A study presented at the 2021 American Society of Hematology Annual Meeting aimed to assess the efficacy and safety of three regimens of venetoclax (V) added to CD20 antibody-based combinations compared with chemoimmunotherapy (CIT) as a frontline treatment for fit patients with chronic lymphocytic leukemia (CLL) and without TP53 mutation/deletion.
The findings of the GAIA trial were presented by Barbara Eichhorst, MD. Researchers analyzed a total of 926 treatment-naïve patients with CLL who were considered fit patients (median age = 61 years). Patients with TP53 aberrations were excluded from analysis.
The population of interest were randomized 1:1:1:1 to receive:
- Six courses of CIT (FCR for patients ≤65 years: fludarabine 25 mg/m² days 1-3, cyclophosphamide 250 mg/m² days 1-3, rituximab 375 mg/m² day 1 cycle 1 and 500 mg/m² day 1 cycle 2-6; bendamustine-rituximab for patients >65 years [bendamustine 90mg/m² days 1-2]).
- One of three V-based combinations including:
- RVe: V and rituximab (375/500 mg/m² day 1 cycle 1-6).
- GVe: V and obinutuzumab (1,000 mg day 1, 8, 15 cycle 1 and day 1 cycle 2-6).
- GIVe: V, obinutuzumab, and ibrutinib (420 mg/day cycle 1-12, if measurable residual disease [MRD]-detectable continued until cycle 36).

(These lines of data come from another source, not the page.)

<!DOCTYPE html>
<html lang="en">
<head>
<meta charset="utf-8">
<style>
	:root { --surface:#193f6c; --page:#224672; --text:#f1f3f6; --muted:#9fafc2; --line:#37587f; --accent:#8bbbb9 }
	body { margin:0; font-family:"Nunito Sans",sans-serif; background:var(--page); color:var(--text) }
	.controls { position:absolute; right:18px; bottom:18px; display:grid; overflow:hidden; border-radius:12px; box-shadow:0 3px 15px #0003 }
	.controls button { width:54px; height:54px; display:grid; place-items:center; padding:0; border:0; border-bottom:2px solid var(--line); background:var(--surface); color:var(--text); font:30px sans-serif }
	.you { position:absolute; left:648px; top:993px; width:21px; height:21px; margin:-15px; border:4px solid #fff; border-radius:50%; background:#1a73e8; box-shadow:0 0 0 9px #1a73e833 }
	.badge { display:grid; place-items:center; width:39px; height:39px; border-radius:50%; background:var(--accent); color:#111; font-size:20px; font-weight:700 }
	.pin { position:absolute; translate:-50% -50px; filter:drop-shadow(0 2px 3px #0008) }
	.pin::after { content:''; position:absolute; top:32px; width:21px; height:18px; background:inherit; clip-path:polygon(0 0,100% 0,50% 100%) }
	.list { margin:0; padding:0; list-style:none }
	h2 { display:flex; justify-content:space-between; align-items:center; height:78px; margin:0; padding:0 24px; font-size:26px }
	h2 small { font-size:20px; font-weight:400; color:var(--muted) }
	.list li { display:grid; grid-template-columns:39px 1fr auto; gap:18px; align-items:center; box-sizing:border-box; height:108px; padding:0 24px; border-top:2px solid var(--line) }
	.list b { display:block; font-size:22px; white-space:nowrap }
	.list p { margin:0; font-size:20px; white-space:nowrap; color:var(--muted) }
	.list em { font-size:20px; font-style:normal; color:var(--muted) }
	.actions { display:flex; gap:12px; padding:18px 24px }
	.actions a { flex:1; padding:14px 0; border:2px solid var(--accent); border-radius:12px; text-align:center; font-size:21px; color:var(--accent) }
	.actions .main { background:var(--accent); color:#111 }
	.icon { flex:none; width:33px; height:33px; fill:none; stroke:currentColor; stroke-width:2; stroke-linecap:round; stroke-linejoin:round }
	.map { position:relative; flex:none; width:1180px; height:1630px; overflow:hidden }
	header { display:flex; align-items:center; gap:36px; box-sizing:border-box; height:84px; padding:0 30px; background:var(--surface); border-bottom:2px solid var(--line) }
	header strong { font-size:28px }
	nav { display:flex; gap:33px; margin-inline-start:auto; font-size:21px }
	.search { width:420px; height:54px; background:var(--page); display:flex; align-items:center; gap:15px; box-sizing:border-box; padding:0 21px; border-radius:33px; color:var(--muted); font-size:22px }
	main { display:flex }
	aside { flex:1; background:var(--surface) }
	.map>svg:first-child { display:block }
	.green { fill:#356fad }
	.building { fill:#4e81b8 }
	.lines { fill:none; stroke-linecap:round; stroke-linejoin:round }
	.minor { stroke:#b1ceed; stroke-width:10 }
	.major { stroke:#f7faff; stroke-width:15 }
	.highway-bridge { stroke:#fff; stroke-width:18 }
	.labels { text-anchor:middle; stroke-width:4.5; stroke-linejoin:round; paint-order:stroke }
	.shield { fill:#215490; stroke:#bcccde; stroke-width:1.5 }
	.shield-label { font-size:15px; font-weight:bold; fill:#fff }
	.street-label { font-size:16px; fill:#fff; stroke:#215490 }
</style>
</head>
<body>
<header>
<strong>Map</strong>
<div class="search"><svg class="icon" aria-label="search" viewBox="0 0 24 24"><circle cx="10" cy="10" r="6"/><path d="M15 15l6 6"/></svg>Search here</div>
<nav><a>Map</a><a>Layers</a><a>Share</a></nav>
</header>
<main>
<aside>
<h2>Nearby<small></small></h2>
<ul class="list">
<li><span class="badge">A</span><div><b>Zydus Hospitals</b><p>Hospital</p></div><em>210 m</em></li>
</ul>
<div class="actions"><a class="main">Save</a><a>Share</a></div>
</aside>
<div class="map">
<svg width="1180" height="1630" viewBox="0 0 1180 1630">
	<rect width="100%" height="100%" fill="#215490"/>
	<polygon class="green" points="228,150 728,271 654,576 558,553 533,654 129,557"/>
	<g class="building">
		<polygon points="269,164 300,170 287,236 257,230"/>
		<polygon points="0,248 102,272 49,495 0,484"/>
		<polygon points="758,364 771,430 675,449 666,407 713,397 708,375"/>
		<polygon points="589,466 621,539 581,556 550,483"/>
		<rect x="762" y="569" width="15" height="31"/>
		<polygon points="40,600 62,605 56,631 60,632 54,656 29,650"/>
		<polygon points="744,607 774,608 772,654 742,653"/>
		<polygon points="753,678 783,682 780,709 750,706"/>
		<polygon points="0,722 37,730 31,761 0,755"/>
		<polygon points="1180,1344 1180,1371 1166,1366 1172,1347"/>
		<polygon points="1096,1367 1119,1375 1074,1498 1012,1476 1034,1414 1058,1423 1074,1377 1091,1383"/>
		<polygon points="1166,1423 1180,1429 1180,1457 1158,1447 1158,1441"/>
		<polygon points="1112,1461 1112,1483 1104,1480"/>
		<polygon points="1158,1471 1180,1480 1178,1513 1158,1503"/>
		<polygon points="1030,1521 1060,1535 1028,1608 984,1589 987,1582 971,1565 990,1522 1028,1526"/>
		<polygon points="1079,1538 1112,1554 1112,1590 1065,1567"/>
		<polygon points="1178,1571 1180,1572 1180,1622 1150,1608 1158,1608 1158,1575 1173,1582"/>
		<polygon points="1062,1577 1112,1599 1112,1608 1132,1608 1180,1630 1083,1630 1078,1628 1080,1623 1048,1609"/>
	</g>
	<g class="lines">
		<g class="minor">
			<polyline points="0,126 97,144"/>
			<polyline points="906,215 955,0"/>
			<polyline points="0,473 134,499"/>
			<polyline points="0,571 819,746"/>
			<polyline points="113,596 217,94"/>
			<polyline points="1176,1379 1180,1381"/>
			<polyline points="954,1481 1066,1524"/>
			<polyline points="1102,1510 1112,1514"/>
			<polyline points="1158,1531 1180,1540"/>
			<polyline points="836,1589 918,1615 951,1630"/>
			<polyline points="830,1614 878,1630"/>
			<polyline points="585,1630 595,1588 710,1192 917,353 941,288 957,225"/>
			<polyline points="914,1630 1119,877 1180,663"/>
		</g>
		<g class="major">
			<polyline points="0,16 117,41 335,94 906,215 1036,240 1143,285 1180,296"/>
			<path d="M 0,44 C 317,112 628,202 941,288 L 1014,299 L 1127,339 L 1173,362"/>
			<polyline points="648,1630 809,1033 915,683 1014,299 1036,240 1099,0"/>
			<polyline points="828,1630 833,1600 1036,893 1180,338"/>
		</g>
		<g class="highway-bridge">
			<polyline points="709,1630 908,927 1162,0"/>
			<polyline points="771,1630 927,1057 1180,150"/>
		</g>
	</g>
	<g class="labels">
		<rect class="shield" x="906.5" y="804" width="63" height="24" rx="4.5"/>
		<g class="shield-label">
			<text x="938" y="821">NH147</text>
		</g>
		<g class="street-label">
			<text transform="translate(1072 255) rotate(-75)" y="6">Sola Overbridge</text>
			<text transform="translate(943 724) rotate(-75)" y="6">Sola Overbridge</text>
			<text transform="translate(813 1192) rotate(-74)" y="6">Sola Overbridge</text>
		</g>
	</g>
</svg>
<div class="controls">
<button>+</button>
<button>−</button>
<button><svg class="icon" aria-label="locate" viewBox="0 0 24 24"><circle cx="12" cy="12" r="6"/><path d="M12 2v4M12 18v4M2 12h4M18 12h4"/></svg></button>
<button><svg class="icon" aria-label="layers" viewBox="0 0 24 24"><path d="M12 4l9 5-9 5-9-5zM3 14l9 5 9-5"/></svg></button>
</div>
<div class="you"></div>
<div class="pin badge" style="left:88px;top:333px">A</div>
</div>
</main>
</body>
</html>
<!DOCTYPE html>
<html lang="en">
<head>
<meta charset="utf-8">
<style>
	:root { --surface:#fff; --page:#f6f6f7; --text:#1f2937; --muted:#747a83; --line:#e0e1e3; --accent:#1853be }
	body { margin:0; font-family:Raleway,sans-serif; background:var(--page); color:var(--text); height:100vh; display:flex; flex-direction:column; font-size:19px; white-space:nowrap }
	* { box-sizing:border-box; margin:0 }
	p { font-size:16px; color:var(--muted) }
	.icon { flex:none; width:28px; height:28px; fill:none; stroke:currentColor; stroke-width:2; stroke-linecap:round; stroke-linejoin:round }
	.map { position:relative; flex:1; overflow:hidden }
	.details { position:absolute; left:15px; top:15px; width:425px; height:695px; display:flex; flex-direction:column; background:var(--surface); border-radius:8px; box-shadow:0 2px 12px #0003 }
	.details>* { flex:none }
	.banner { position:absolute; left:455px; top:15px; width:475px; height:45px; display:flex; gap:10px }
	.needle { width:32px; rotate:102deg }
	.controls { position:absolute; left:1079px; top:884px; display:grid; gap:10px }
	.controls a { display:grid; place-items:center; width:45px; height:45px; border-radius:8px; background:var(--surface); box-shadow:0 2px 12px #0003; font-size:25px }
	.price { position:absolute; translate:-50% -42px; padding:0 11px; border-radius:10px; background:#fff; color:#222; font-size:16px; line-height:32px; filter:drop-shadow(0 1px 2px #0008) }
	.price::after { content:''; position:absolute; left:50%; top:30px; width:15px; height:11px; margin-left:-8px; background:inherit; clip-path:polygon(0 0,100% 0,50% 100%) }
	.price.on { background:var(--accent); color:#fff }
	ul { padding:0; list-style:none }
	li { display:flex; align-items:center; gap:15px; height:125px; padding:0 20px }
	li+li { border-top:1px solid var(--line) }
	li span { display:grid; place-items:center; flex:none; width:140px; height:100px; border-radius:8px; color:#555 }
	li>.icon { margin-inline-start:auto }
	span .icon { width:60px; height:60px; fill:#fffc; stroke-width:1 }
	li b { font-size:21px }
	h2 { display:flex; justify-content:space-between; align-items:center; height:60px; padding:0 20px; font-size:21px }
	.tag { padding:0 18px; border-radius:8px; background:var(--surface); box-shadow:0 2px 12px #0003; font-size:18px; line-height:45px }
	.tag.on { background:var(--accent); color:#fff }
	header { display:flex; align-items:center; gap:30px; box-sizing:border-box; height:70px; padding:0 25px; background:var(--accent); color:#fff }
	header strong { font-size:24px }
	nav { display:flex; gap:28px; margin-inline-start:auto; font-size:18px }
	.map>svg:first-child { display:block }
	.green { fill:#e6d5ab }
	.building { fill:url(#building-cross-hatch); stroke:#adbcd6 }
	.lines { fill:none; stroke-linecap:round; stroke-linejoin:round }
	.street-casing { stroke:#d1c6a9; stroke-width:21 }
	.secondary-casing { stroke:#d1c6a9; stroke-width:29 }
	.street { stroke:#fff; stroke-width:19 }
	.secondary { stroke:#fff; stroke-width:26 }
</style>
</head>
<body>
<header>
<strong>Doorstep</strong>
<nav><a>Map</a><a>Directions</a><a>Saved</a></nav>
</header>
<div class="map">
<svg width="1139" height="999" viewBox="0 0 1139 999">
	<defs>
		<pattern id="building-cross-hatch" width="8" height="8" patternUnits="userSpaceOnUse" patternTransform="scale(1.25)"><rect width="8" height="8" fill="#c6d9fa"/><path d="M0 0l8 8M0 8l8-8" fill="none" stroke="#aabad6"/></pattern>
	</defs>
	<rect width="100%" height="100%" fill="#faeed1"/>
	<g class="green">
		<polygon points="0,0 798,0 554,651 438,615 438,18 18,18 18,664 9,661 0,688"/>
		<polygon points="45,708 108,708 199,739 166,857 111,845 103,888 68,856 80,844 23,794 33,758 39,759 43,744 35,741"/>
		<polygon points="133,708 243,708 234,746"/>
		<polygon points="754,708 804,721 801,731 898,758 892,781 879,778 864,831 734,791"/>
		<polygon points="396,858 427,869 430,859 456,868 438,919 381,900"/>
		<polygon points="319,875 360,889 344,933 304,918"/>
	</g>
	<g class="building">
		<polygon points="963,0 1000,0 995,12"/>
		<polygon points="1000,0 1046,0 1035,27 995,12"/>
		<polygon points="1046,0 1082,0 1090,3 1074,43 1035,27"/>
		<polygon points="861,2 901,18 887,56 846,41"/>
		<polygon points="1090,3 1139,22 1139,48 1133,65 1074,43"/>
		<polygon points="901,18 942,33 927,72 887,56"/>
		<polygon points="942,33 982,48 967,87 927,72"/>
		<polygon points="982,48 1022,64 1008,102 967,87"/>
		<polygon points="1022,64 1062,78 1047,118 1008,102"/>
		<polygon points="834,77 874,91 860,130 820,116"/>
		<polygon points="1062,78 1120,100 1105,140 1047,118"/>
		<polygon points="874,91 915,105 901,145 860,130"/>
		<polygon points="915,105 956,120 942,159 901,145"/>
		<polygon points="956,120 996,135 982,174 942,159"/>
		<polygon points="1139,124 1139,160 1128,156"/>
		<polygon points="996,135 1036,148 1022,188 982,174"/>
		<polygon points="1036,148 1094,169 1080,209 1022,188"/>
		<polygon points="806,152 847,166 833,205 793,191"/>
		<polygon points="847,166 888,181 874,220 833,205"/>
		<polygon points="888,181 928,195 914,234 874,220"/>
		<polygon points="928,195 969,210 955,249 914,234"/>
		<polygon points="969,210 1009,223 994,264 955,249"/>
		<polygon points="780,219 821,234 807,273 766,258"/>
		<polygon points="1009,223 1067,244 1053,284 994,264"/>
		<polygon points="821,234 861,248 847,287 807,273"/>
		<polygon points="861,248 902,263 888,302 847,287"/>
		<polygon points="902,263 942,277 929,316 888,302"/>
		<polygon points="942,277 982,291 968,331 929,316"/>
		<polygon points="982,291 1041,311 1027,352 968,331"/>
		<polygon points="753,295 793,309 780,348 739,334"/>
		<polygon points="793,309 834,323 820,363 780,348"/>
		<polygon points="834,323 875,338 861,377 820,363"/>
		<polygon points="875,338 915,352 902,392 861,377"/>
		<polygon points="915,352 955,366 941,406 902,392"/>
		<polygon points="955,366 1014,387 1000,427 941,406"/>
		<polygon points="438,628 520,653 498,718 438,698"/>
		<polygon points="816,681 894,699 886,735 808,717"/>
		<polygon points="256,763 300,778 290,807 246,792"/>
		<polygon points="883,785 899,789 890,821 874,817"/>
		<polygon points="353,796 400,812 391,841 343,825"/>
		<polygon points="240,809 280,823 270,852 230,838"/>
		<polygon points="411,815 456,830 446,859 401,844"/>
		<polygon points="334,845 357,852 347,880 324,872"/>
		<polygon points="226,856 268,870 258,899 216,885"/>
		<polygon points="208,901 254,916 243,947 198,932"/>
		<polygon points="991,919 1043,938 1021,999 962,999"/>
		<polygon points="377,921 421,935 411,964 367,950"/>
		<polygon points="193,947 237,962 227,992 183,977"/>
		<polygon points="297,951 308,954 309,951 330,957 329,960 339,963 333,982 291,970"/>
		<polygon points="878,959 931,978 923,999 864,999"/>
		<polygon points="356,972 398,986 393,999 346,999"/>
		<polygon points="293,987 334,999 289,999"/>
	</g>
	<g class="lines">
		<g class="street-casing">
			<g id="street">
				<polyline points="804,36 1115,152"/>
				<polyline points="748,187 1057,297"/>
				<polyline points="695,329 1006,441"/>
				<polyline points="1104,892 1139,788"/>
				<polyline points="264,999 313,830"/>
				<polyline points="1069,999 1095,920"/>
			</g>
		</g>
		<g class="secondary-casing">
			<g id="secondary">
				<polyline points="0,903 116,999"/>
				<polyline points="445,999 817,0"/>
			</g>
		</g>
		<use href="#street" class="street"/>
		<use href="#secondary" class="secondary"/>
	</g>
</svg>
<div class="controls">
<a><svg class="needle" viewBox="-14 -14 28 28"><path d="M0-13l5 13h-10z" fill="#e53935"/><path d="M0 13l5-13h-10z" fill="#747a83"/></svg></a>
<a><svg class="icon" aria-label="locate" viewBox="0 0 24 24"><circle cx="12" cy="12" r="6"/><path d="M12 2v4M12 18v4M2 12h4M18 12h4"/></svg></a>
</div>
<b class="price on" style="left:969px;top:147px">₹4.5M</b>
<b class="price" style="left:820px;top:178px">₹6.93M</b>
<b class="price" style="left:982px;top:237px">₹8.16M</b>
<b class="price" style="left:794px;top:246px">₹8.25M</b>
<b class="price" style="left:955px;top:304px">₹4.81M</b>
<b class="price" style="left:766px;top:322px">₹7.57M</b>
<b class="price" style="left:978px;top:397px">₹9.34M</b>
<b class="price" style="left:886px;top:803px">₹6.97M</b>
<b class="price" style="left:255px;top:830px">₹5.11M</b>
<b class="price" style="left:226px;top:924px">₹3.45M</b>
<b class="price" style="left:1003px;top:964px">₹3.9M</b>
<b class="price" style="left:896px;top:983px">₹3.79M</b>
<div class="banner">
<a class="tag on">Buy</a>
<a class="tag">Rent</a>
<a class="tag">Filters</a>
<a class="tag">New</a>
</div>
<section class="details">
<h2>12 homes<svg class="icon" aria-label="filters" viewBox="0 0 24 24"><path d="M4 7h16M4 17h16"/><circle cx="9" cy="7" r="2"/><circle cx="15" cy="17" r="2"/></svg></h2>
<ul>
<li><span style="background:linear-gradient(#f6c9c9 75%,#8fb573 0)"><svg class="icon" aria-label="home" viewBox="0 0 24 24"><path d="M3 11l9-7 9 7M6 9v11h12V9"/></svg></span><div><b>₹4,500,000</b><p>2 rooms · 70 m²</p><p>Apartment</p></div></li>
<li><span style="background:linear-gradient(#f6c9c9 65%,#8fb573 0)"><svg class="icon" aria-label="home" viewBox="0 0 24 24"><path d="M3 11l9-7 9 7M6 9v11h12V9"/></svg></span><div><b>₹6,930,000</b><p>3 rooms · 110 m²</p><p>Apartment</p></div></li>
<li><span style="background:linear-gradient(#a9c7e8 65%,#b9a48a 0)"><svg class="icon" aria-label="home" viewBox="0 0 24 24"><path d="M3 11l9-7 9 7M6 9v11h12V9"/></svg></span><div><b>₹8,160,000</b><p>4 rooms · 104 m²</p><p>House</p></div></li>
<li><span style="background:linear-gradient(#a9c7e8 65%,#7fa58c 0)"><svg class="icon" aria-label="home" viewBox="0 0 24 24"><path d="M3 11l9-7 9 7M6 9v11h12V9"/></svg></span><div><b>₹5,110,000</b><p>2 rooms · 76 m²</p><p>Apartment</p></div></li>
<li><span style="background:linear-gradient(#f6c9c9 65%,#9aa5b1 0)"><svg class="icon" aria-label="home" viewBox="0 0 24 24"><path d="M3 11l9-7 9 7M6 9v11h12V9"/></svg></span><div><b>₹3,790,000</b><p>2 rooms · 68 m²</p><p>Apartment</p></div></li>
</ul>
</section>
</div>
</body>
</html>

The key outcomes of interest were defined as the rate of undetectable MRD by flow cytometry in peripheral blood (PB) at month 15, and progression-free survival (PFS), each with a significance level of 2.5%.
According to the results, the endpoint of undetectable MRD in PB at 15 months was met, and the researchers noted that the rate of undetectable MRD in the intent-to-treat population was significantly higher in GVe compared to CIT: 86.5% versus 52.0% (p < 0.0001), respectively. Moreover, the researchers observed that GIVe demonstrated a superior undetectable MRD rate (92.2%) compared to CIT (p < 0.0001), while RVe (57.0%) did not (p = 0.317).
“The time-limited therapies of GVe and GIVe provided superior undetectable MRD rates in PB at month 15 compared to CIT. In addition, undetectable MRD rates in bone marrow were higher in GVe and GIVe in particular than in CIT,” the researchers concluded. They added that all study arms displayed a favorable safety profile.